Author Institutions: 1Department of Surgery University Hospital Hamburg, Germany

Presenter: Alexandra Koenig
alexandra.koenig@gmx.de

Correspondent: Matthias Peiper
peiper@uke.uni-hamburg.de
Hamburg Germany 20246
Ph: xx4940428032450
Fax: xx4040428033458


Objectives: Malignant fibrous histiocytoma is the most common subtype of soft tissue sarcoma. Detailed understanding of this tumour type may lead to improved therapeutical strategies.

Methods: An institutional review was performed about all MFH patients operated on between 1988 and 1998.

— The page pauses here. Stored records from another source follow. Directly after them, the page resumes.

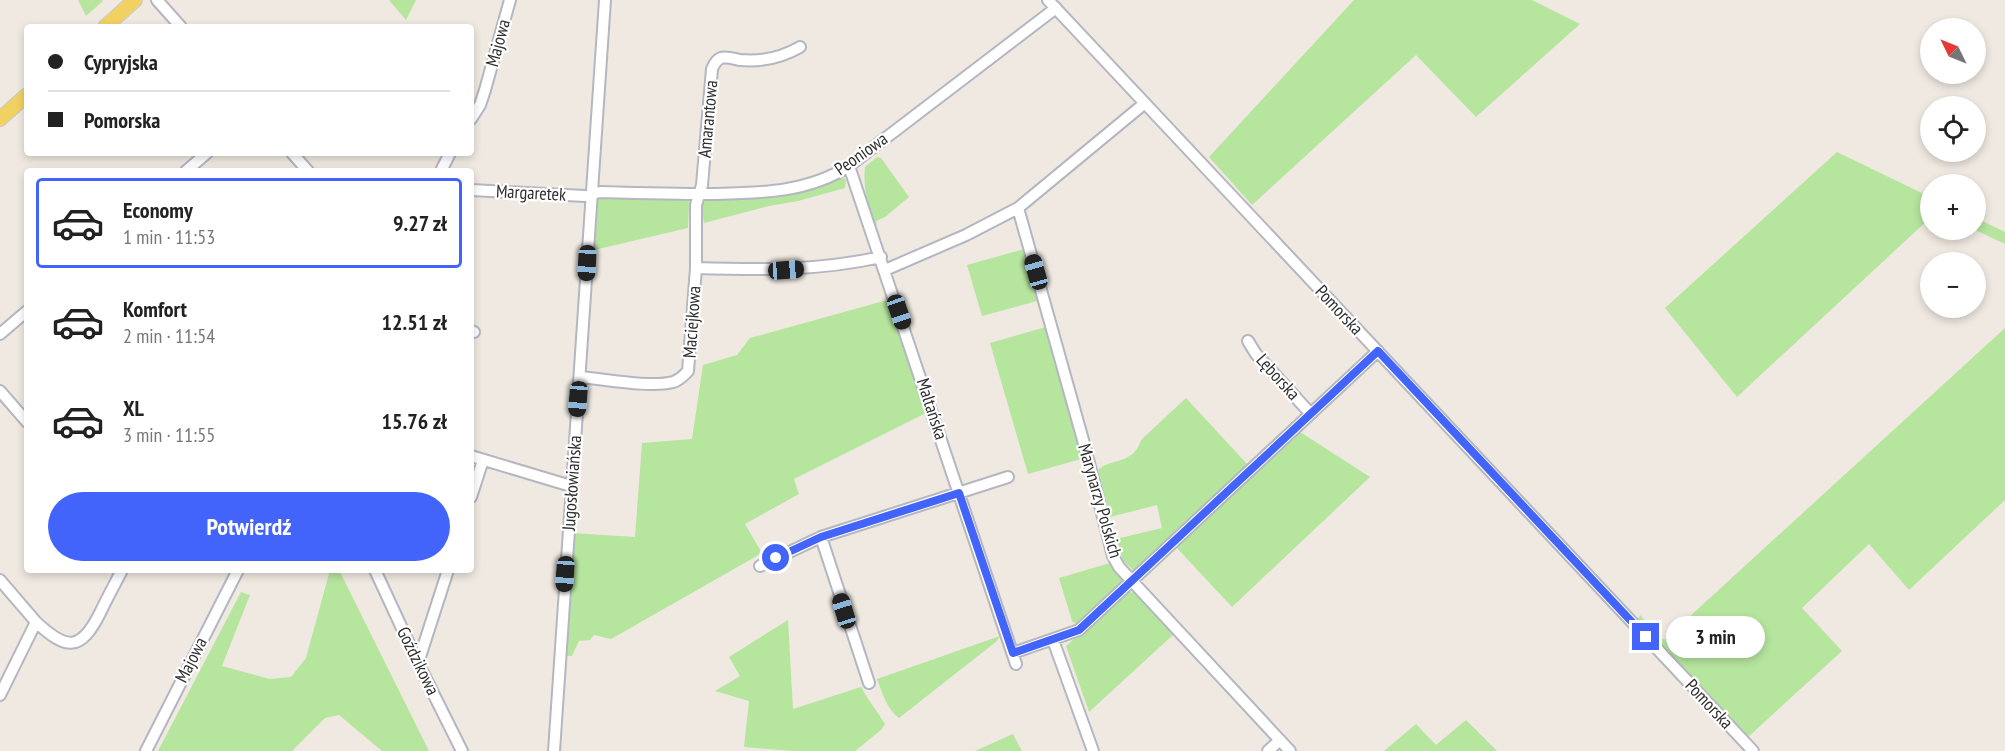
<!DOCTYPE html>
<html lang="pl">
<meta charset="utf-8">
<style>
:root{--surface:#fff;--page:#f6f6f6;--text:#222;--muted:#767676;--line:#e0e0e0;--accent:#4264fb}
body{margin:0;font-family:"PT Sans Narrow",sans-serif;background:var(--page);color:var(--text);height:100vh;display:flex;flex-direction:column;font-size:22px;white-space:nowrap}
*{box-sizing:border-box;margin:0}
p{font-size:20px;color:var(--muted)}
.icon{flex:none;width:33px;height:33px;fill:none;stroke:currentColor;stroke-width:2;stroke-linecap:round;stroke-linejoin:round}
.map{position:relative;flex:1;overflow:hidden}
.drawer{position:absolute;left:24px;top:168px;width:450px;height:405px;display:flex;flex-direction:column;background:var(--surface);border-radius:6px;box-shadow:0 3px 9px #0003}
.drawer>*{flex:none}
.guide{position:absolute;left:24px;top:24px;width:450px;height:132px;border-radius:6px;box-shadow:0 3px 9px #0003;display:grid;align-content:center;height:132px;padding:0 24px;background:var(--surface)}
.needle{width:39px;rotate:313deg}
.fabs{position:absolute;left:1920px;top:18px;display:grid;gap:12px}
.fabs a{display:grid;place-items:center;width:66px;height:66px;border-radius:50%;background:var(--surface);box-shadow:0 3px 9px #0003;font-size:30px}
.end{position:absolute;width:27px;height:27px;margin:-14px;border:8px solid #4264fb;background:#fff;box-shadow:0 0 0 3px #fff}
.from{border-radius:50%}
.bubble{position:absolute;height:42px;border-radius:21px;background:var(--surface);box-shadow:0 3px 9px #0003;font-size:20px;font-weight:700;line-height:42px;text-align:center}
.car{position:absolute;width:18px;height:36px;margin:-18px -9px;border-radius:8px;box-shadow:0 0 4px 2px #0007;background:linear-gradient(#222 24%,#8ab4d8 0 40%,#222 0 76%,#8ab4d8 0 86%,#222 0)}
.guide b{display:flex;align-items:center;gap:21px;height:57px;font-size:22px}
.guide b+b{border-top:2px solid var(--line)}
.guide i{width:15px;height:15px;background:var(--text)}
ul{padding:10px 0 0;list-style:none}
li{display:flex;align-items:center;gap:18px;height:90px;margin:0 12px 9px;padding:0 12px;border:3px solid transparent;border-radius:6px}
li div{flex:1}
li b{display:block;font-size:22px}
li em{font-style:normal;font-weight:700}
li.selected{border-color:var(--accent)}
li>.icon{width:54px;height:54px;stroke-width:1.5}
.cta{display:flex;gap:12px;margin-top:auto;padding:12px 24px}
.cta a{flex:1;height:69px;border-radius:36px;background:var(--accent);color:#fff;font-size:24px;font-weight:700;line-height:69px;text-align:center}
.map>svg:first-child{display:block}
.green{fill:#b6e59e}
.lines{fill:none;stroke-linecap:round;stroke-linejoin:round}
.minor-casing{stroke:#b4b7c1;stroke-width:14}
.major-casing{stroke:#c9c9c9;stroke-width:16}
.minor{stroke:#fff;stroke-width:10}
.major{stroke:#f2d163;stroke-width:14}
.route{stroke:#4264fb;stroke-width:8}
.labels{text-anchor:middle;stroke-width:4.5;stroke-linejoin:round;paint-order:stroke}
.street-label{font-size:18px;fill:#2e2e2e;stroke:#fff}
</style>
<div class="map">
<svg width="2005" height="751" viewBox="0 0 2005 751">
<rect width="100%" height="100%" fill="#efe9e1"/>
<!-- green -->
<path class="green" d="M78,0h24l1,1 -17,15z
M389,0h27l-10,20z
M1354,0h178l48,24 -104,93 -60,-62 -164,150 -43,-48z
M1837,152l93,45v21l-193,179 -72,-89z
M877,157l4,1 28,39 -24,20 -9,4 1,5c-10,-18 -14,-39 -12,-59z
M843,177l3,3 -1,8 -47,13 -29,5 -65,17 -3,-17 5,-7 74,-3 16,-3z
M598,197h88l3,3 -1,28 -94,22 1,-47z
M1976,218l29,14v12l-30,-14z
M1024,249l13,52 -55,15 -15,-51z
M891,299l37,113 -134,67 5,15 -54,30 17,29 -151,86 -17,-4 -4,5 -11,1 -7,15h-6l-2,-4 8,-119 63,4 7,-94 50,-4 11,-74 34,-10 13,-17z
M1046,327l35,132 -53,15 -38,-131z
M2005,328v172l-96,90 -40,-46 -67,64 40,43 -94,86 -110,-118 2,-4 24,25z
M1186,398l62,67 -114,106 -11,-10 -7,-22 46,-11 -5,-23 -47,12 -12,-47c12,-12 36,-5 43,-30z
M1297,430l73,47 -138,130 -57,-61z
M1110,563l12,15v5l-40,38 -6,3 -4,-3 -13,-43z
M330,570h9l90,181h-47l-43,-36 -14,3 -33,33h-134l83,-159 9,3 -28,71 48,13 21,-2 15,-19z
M1127,591l7,2 40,41 -85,78 -23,-66z
M788,620l5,89 68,-22c7,13 16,24 24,37l-4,6 -26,21h-62l-49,-4 5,-46 -34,-10 25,-15 -11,-19z
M1000,636l-3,5 -98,77c-12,-8 -17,-26 -22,-39z
M1466,720l31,31h-113l32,-27 20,21z
M1013,734l9,17h-47z"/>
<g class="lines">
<!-- minor casing -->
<g class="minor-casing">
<path id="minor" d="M157,0l24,27
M1048,0l705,751
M471,119l9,-14 5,-15 25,-90
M292,153l16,18
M849,166l167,498
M186,171l21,-18
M441,171l9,-18
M471,190l114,6 15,-4c37,1 74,2 111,2 48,-1 96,-1 138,-28l207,-158
M1018,208l65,232 30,116 6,11 13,14 158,170
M696,268c64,2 122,3 185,-11
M885,270l81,-35 52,-27 127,-105
M471,331l3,1
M0,334l27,-23
M1248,341l8,13 54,59
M580,377c25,2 70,11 93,5 7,-2 10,-6 15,-11l8,-103v-63l6,-20 10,-116c2,-5 4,-9 9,-11 6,-2 13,1 19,2 22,2 41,-2 60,-13
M0,391l27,31
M471,456l100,30
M471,497l12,-37
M821,537l48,146
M760,566l61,-29 187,-60
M375,570l43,93 44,88
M0,580l36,42 -36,73
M36,622c31,29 45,29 64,-9 7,-15 15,-29 22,-43
M1053,640l40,111
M1013,653l66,-23 299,-279
M418,663l30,-93
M146,751l92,-181
M554,751l51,-751
M1268,751l12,-11"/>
</g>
<!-- major casing -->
<g class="major-casing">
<path id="major" d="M105,27l30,-27
M0,119l27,-24"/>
</g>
<!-- minor -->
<use href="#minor" class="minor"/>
<!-- major -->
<use href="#major" class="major"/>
</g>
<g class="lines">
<!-- route -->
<path class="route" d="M776,558l45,-21 138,-44 54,160 66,-23 299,-279 268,286"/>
</g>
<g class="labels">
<!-- street labels -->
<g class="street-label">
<text transform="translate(498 43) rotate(-75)" y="6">Majowa</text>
<text transform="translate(708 119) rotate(-85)" y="6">Amarantowa</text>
<text transform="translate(861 154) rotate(-35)" y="6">Peoniowa</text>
<text transform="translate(531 193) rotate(3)" y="6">Margaretek</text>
<text transform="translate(1339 310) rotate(47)" y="6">Pomorska</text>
<text transform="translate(692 322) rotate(-86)" y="6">Maciejkowa</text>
<text transform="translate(1278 377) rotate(48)" y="6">Lęborska</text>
<text transform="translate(932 409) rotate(72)" y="6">Maltańska</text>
<text transform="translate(572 483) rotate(-86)" y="6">Jugosłowiańska</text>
<text transform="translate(1100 501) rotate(74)" y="6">Marynarzy Polskich</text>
<text transform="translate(191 660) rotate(-63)" y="6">Majowa</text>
<text transform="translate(418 661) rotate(64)" y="6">Goździkowa</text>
<text transform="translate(1709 704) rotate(47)" y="6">Pomorska</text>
</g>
</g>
</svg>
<div class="fabs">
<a><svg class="needle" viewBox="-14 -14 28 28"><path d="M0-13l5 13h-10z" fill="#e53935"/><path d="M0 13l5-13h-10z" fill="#767676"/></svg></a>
<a><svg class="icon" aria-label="locate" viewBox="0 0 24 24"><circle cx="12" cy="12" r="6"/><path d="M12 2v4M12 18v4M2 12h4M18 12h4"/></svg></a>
<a>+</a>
<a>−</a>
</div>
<i class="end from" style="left:776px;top:558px"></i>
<i class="end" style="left:1646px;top:637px"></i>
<div class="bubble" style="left:1666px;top:616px;width:99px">3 min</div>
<i class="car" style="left:587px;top:263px;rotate:183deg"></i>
<i class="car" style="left:786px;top:270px;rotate:86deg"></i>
<i class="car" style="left:1036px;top:272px;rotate:344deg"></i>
<i class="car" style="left:899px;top:312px;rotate:161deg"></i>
<i class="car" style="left:578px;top:399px;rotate:185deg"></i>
<i class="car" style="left:565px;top:574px;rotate:184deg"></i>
<i class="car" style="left:844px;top:611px;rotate:343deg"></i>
<div class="guide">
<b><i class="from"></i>Cypryjska</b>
<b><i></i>Pomorska</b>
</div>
<section class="drawer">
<ul>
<li class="selected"><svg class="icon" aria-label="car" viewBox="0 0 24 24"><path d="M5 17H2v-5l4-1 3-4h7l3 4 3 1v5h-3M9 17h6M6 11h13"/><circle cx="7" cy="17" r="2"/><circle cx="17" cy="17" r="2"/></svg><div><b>Economy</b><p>1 min · 11:53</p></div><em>9.27 zł</em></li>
<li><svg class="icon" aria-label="car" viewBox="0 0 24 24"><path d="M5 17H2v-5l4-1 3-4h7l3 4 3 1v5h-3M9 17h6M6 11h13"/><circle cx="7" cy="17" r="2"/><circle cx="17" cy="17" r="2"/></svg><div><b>Komfort</b><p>2 min · 11:54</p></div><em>12.51 zł</em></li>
<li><svg class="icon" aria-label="car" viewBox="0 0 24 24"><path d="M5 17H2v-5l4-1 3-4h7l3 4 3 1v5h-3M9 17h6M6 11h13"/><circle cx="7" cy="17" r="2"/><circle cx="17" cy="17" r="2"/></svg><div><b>XL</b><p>3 min · 11:55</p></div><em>15.76 zł</em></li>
</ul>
<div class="cta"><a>Potwierdź</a></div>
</section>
</div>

Results: Eighty-six- patients with histologically confirmed MFH (G1: n=8, G2: n=23, G3: n=55) were analysed. Local recurrence was 36% after a median of 13 months. Distant metastases occurred in 29% of patients. After a mean follow-up of 5.5 years, 42 patients were alive without evidence of disease, median survival time was 68 months at a cumulative 5-year survival rate of 65%. Tumour size significantly influenced disease free survival (T2 vs. T1, P < 0.01, risk ratio [RR] 5.5), as did tumour depth (subfascial tumours, P = < 0.01, RR 3.3), and presence of lymph nodes (P = 0.02, RR 6.5). Positive microscopic margins and subfascial tumours were associated with an increased local recurrence rate (RR 5.7, P < 0.0001 and RR 3.5, P = 0.02, respectively). The only multivariate risk factors of distant metastases were tumour depth, in which patients with subfascial tumours fared worse (RR 4.0, P < 0.01) and tumour grade (RR 5.5, P = 0.03).

Conclusions: We conclude that aggressive but limb preserving resection of MFH should be performed at initial operation to minimize risk of local recurrence; a strict follow-up especially of subfascial tumours should be performed.